Non bastano ancora a persuadere il leader socialista spagnolo Pedro Sanchez, che ha inviato una lettera a Rutte in cui definisce l’obiettivo del 5% «non solo irragionevole, ma anche controproducente». Il 5%, ormai è noto, si compone di un 3,5% di Pil di “difesa pura” (armi e mezzi militari) e di un 1,5% di generici asset in sicurezza. In questo calderone i Paesi possono far entrare un paniere largo di investimenti: l’Italia ad esempio pensa persino al Ponte sullo stretto. I negoziati sulla definizione di cosa conteggiare in quell’1,5% si sono infatti pressoché conclusi e si parla di «infrastrutture, cyber, ibrido e resilienza».

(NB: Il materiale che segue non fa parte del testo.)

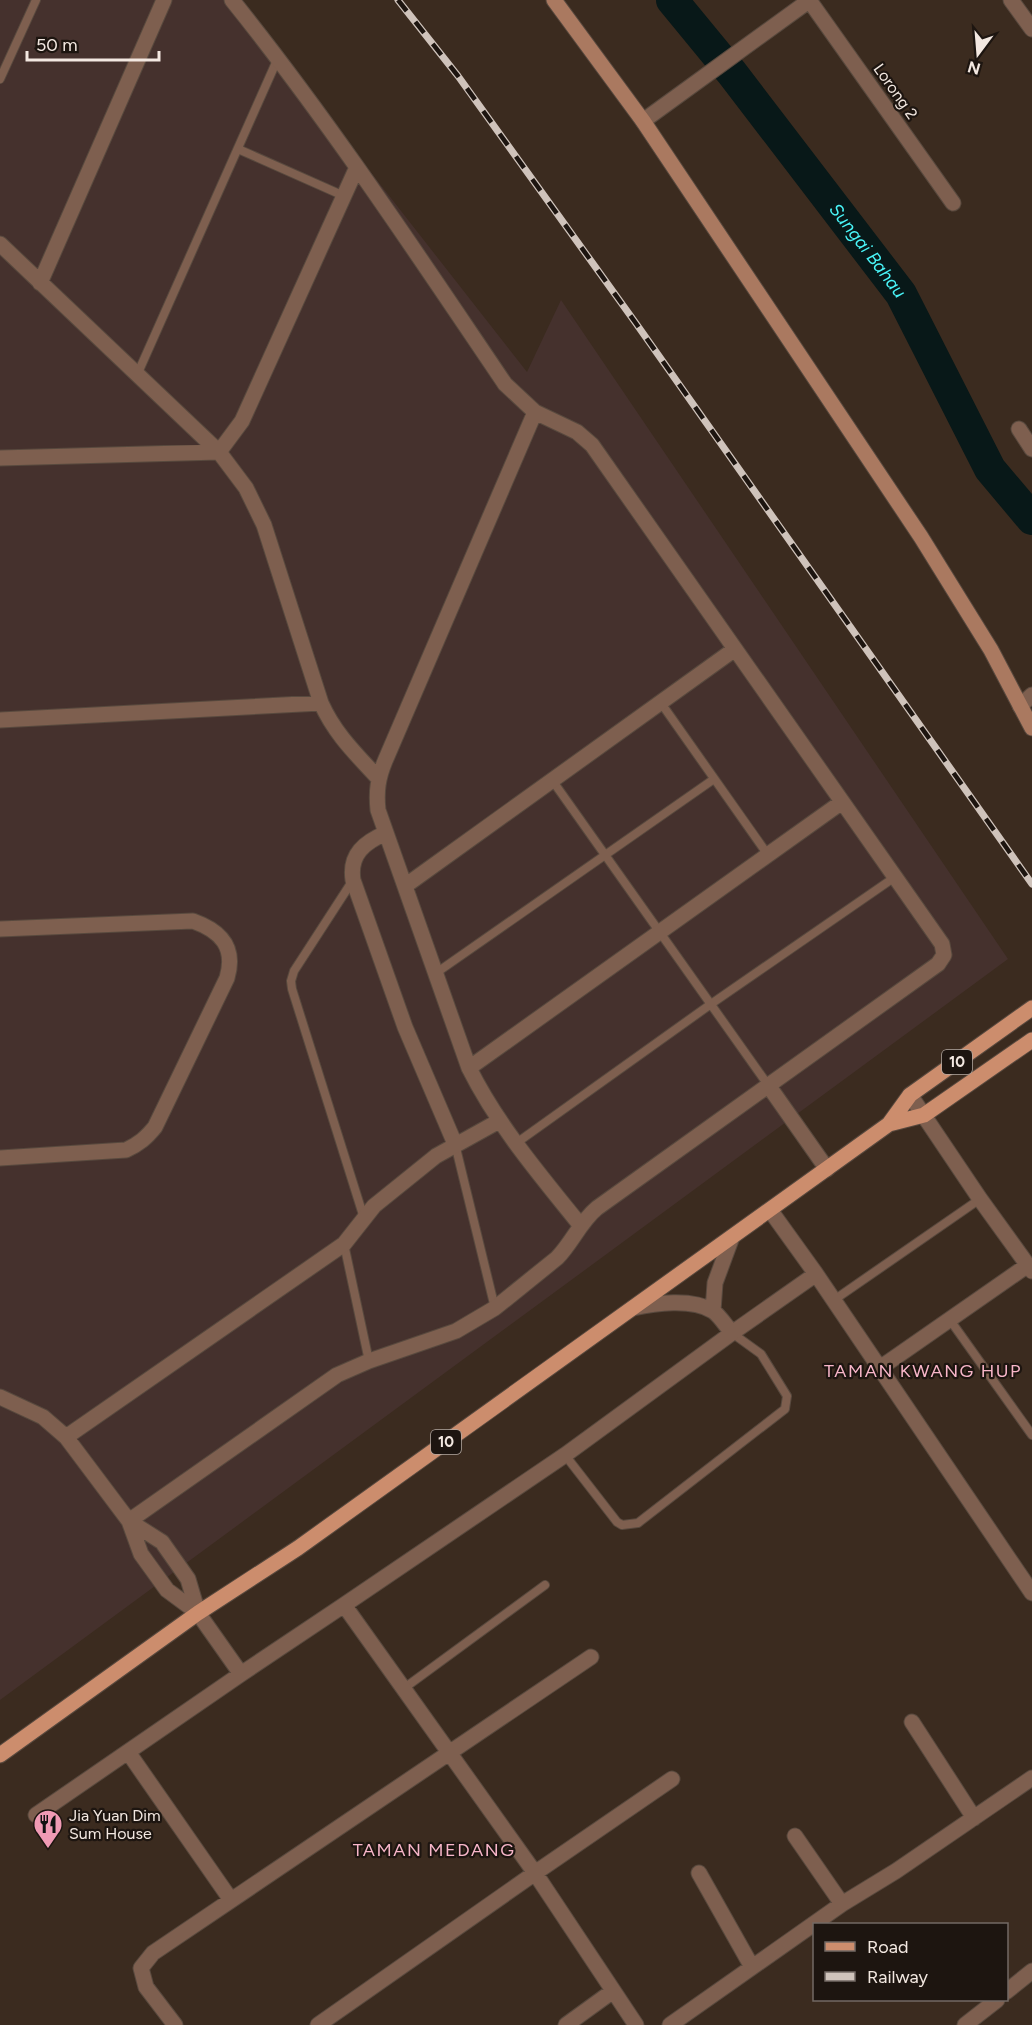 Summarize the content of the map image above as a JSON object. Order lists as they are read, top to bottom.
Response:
{
  "streets": {
    "main road": ["10"],
    "street": ["Lorong 2"]
  },
  "districts": ["TAMAN KWANG HUP", "TAMAN MEDANG"],
  "water": ["Sungai Bahau"],
  "places": {
    "restaurant": ["Jia Yuan Dim Sum House"]
  },
  "legend": ["Road", "Railway"],
  "scale_bar": "50 m",
  "north": "bottom"
}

Il problema per Sanchez, ma in realtà anche per l’Italia e altri Paesi che temono l’esposizione sui mercati causati dall’indebitamento per spese in difesa, è il contenitore del 3,5%. Secondo l’osservatorio delle spese militari “Milex”, per l’Italia l’impegno del 5% significherebbe arrivare a spendere, nell’anno 2035, 145 miliardi di euro, 100 in più degli attuali 45 (corrispondenti al 2% del Pil). Il “cammino” verso questo obiettivo comporterebbe, ancora secondo Milex, una spesa militare decennale superiore di almeno 400 miliardi a quella che ci sarebbe mantenendo fermo il parametro del 2%. Numeri da capogiro per un Paese ad alto debito pubblico, che non a caso non ha ancora sciolto le riserve rispetto alla principale opzione offerta dall’Unione Europea, ovvero la sospensione del Patto di stabilità (che però non vieta ai mercati di “sanzionare” secondo i suoi parametri).

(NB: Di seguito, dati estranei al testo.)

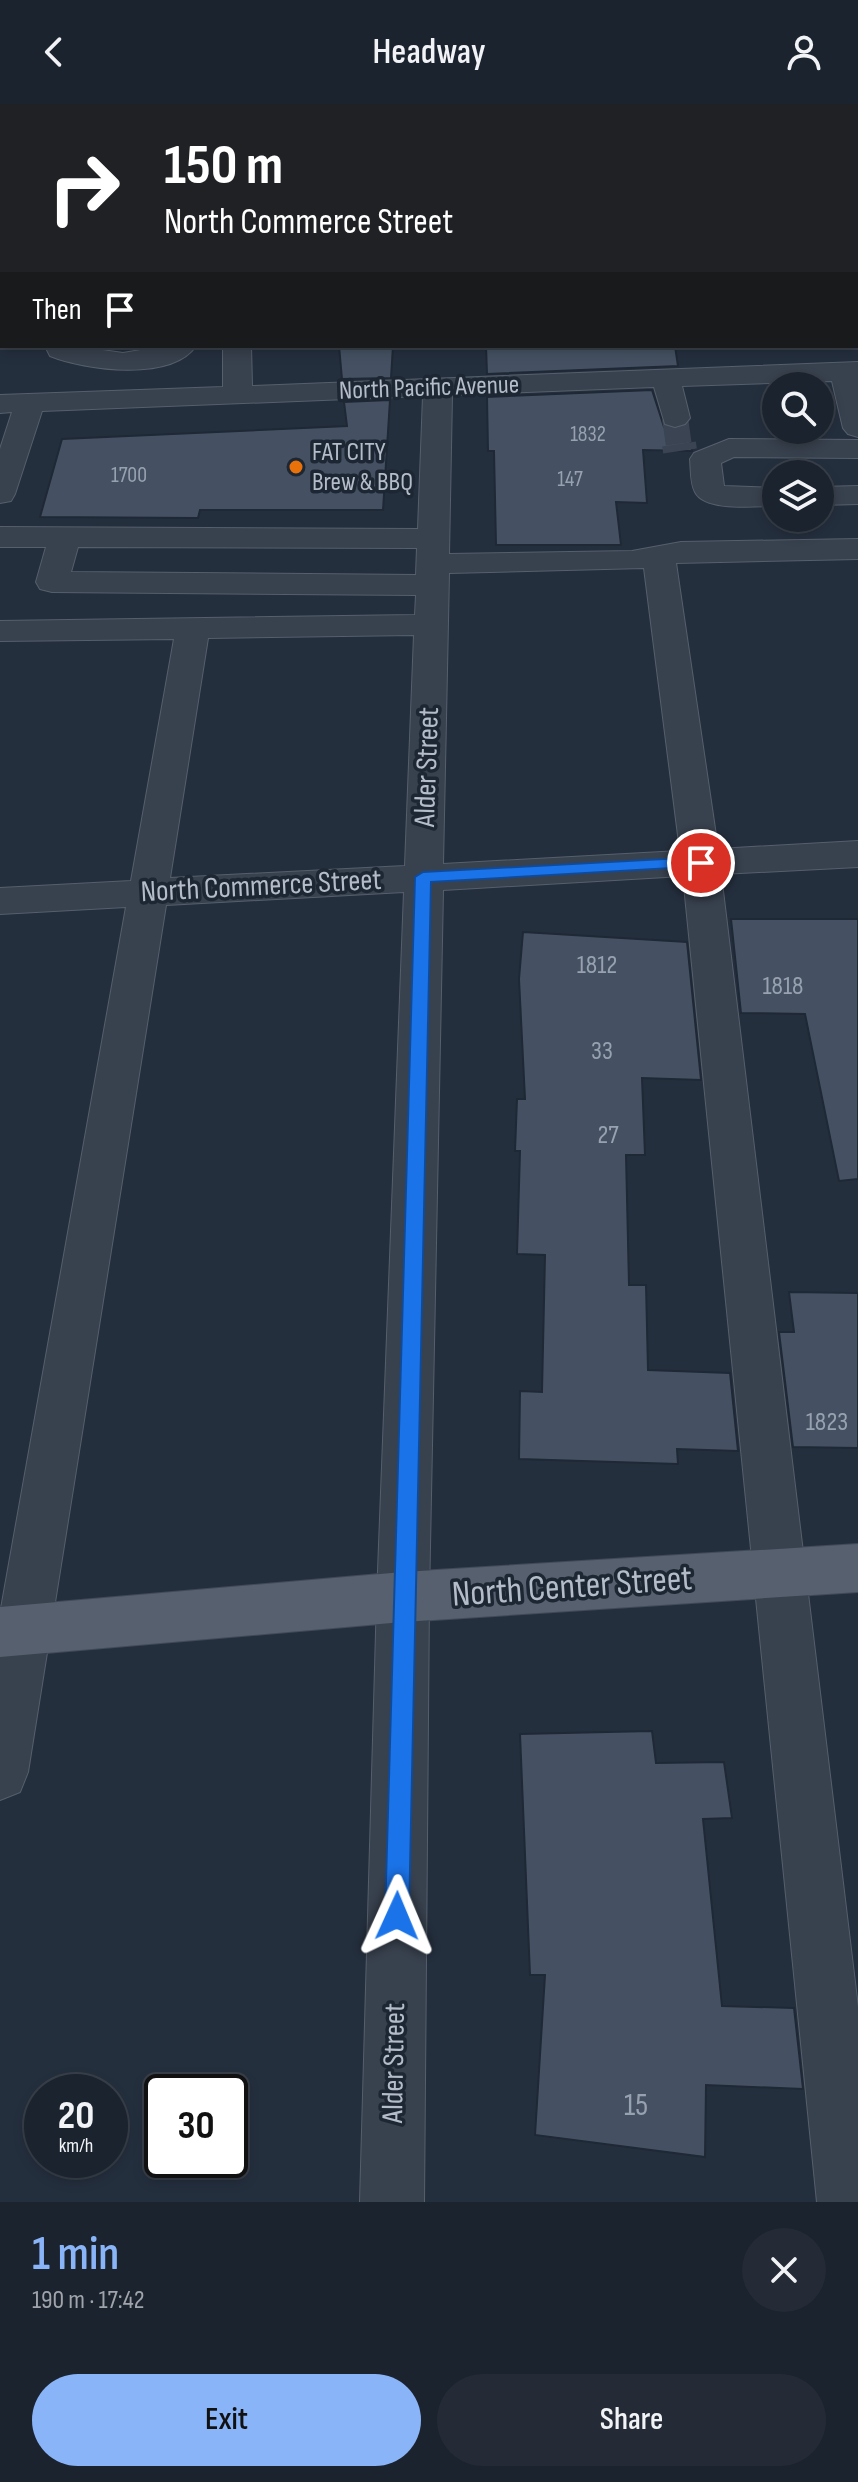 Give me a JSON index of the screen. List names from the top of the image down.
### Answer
{
  "streets": {
    "main road": ["North Center Street"],
    "street": ["North Pacific Avenue", "Alder Street", "North Commerce Street"]
  },
  "crossings": [
    ["North Pacific Avenue", "Alder Street"],
    ["Alder Street", "North Commerce Street"],
    ["Alder Street", "North Center Street"]
  ],
  "places": ["FAT CITY Brew & BBQ"],
  "house_numbers": [
    "1832",
    "1700",
    "147",
    "1812",
    "1818",
    "33",
    "27",
    "1823",
    "15"
  ],
  "page": {
    "header": "Headway",
    "turn": ["150 m", "North Commerce Street"],
    "then": "Then",
    "speed": "20 km/h",
    "limit": "30",
    "heading": ["1 min", "190 m · 17:42"],
    "buttons": ["Exit", "Share"]
  }
}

Tra le fila di chi annaspa, oltre all'Italia e alla Spagna, ci sono anche Canada, Belgio, Lussemburgo e persino la Francia. Una possibile via d’uscita negoziale potrebbe essere quella di fare riferimento a “obiettivi di capacità” parzialmente sganciati dal numero-chiave del 5%. E dall’Eurogruppo del Lussemburgo Giancarlo Giorgetti, ministro dell’Economia, è tornato a bollare come «stupide» le regole contabili Ue: «L’Italia si impegna a uscire tempestivamente dalla procedura per deficit. Tuttavia, registriamo un problema - ha detto -: accettare l’invito ad aumentare la spesa per la difesa impedirebbe per sempre la nostra uscita dalla procedura d'infrazione».

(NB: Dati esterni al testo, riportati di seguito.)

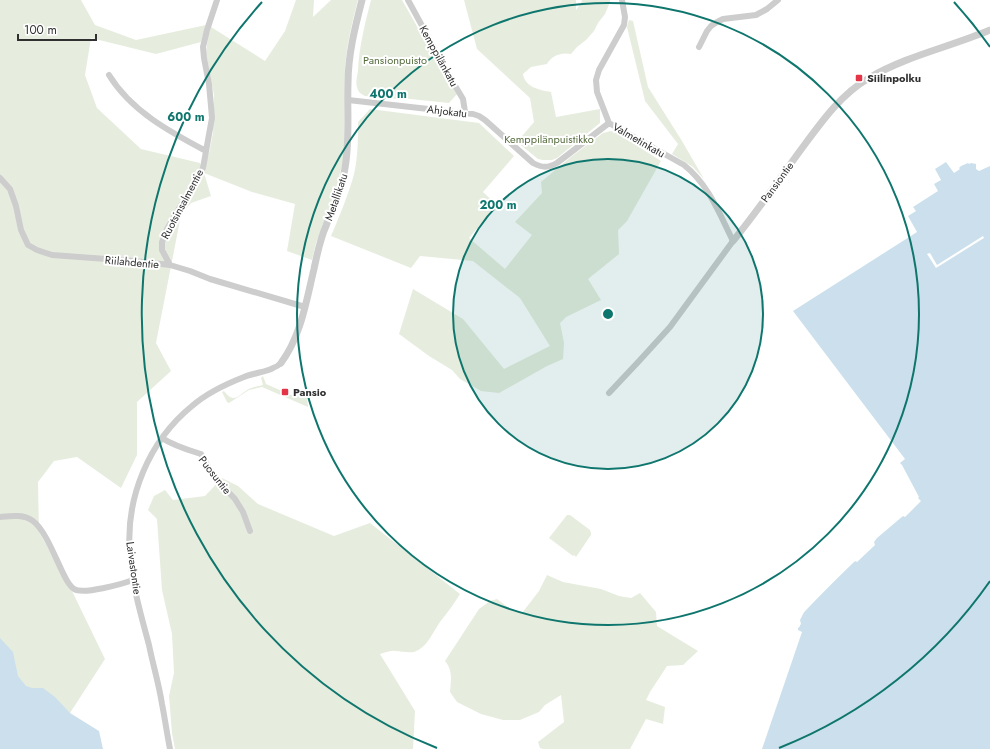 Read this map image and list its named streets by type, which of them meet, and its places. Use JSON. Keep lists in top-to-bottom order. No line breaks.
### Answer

A L’Aja Meloni ci arriverà preceduta da polemiche pressoché certe. La premier lunedì sarà alle Camere per riferire sul Consiglio Ue a Bruxelles, che si svolgerà subito dopo il vertice Nato. Quindi la difesa sarà al centro del confronto. Ma, prima ancora, la presidente del Consiglio dovrà fare i conti con la piazza anti-riarmo di sabato della società civile e con M5s e Avs. In verità, una piazza che al momento inquieta più il Pd che il governo. I riformisti dem infatti plaudono alla scelta della segreteria Schlein di non aderire. Ma c’è chi sarà presente, come l’eurodeputato (ed ex direttore di Avvenire) Marco Tarquinio. Una presenza che lo stesso Tarquinio inquadra con la necessità di dare una «accelerazione» al cambiamento imposto da Schlein al Partito democratico.
Scavallato sabato, però, ci sarà una mobilitazione che darà ulteriori grattacapi a tutti. Il capo di M5s, Giuseppe Conte, ha convocato a L’Aja un controvertice che però non vuole avere toni anti-Nato, ma ancora anti-armi. La sua iniziativa ha raccolto diverse adesioni “europee”:la gran parte proviene da The Left, il gruppo al Parlamento Europeo di cui fanno parte anche i pentastellati, che con il suo co-presidente, Manon Aubry, si manifesterà con un video messaggio di supporto all’iniziativa. Nell’elenco spiccano anche esponenti dei Verdi e, a sorpresa, anche un europarlamentare di Renew: l’irlandese Michael McNamara, pacifista e già promotore dell’Intergruppo per la pace. Conte non ha però convinto Avs, che resterà a Roma, segno di qualche prima frizione nell’ala “pacifista” del centrosinistra. L’iniziativa contiana è bollata come «irresponsabile e populista» da Pina Picierno, vicepresidente del Parlamento Ue.
Avs e M5s sono stati invece compatti nel rifiutare l’invito al pranzo offerto ieri dal ministro della Difesa, Guido Crosetto, e rivolto ai parlamentari dell’Assemblea Nato. Un altro motivo di polemica forte. Le tensioni interne sono destinate a crescere, non solo in Italia. E diventerebbero incontrollabili, in entrambi i fronti, se si concretizzasse l’ipotesi che tutti temono, a destra e a sinistra: la partecipazione degli Usa al conflitto con la disponibilità (da votare in Parlamento) delle basi in Italia. Per ora pero Crosetto assicura: «Non è stata mai chiesta».